Exclude the pictures, then repeat the remaining data exactly.

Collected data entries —
# # # # # # #

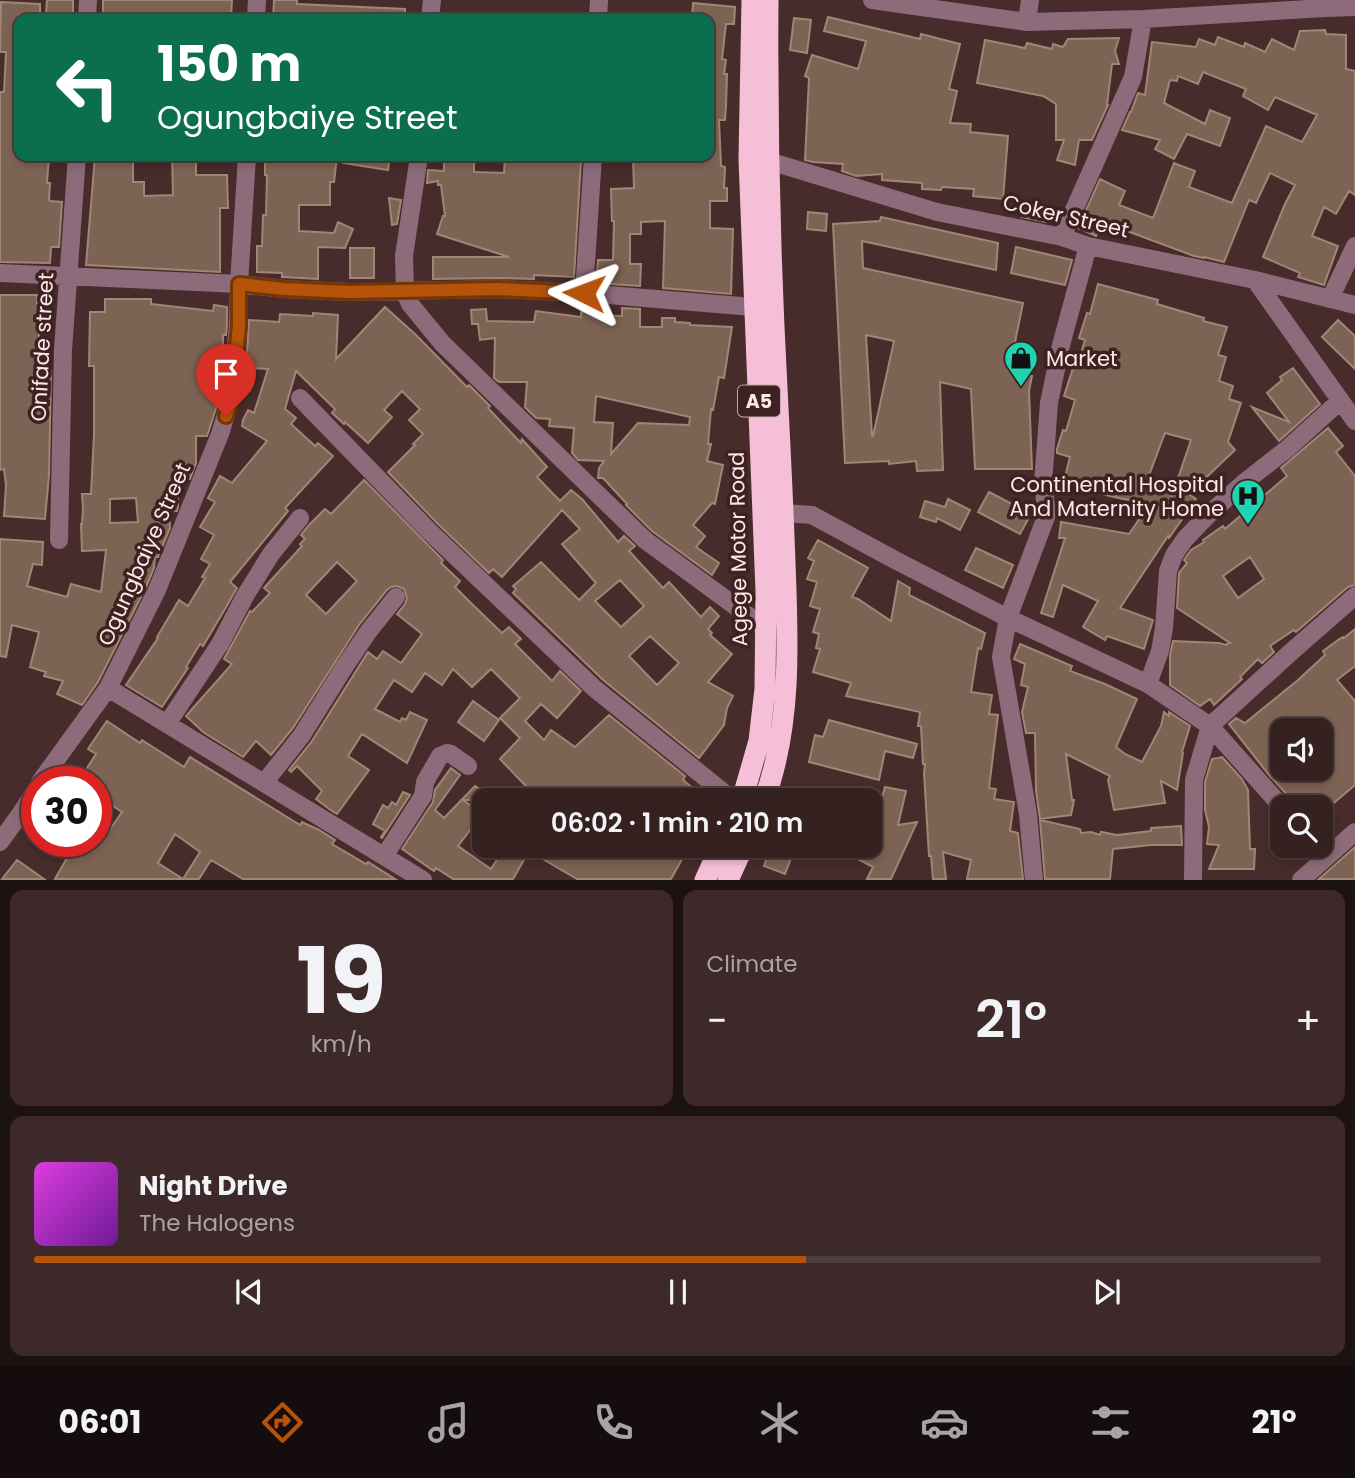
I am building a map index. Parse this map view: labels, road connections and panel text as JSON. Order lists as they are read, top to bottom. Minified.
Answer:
{"streets":{"highway":["A5","Agege Motor Road"],"street":["Coker Street","Onifade street","Ogungbaiye Street"]},"crossings":[["Coker Street","Agege Motor Road"]],"places":{"shop":["Market"],"hospital":["Continental Hospital And Maternity Home"]},"page":{"turn":["150 m","Ogungbaiye Street"],"limit":"30","trip":"06:02 · 1 min · 210 m","tile":[["19","km/h"],"Climate"],"heat":["−","21°","+"],"song":["Night Drive","The Halogens"],"tabs":["06:01","21°"]}}
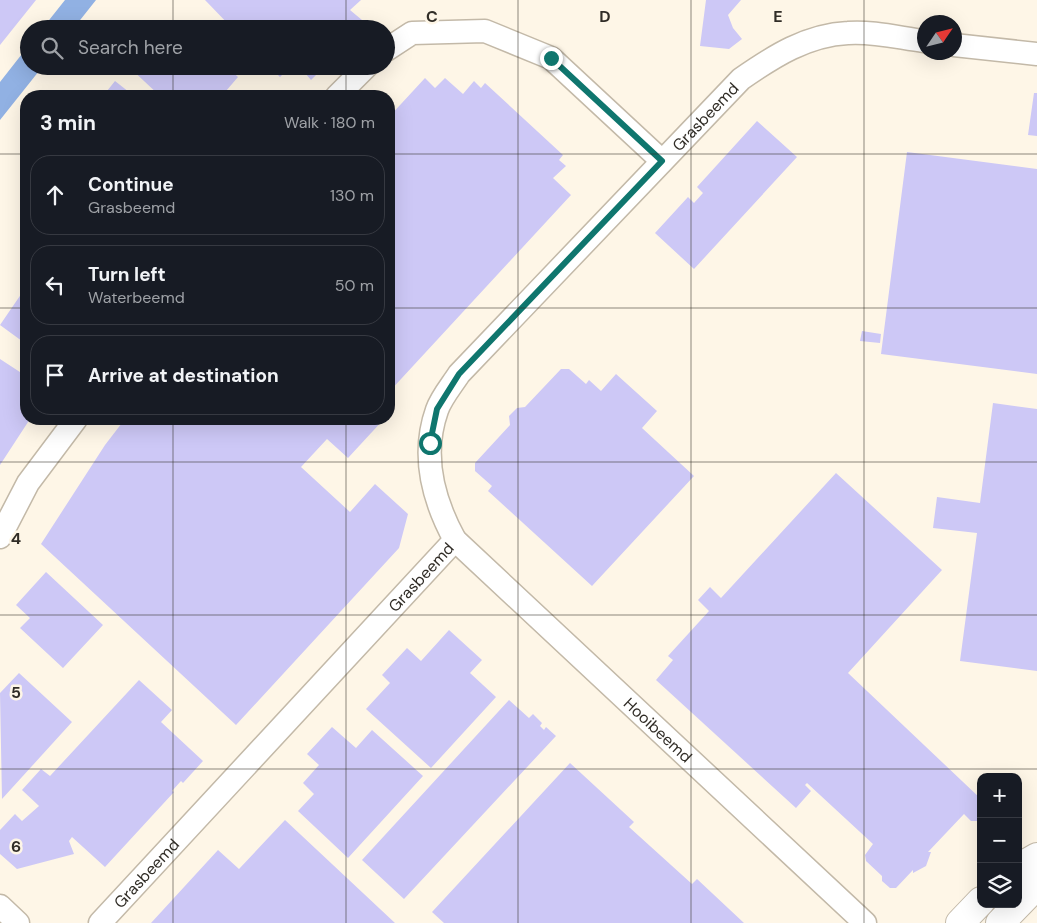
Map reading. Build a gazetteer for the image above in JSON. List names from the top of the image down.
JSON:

# # # # # # #

Task response —
I am building a map index. Parse this map view: labels, road connections and panel text as JSON. Order lists as they are read, top to bottom. Minified.
Answer:
{"streets":{"highway":["A5","Agege Motor Road"],"street":["Coker Street","Onifade street","Ogungbaiye Street"]},"crossings":[["Coker Street","Agege Motor Road"]],"places":{"shop":["Market"],"hospital":["Continental Hospital And Maternity Home"]},"page":{"turn":["150 m","Ogungbaiye Street"],"limit":"30","trip":"06:02 · 1 min · 210 m","tile":[["19","km/h"],"Climate"],"heat":["−","21°","+"],"song":["Night Drive","The Halogens"],"tabs":["06:01","21°"]}}
Map reading. Build a gazetteer for the image above in JSON. List names from the top of the image down.
JSON:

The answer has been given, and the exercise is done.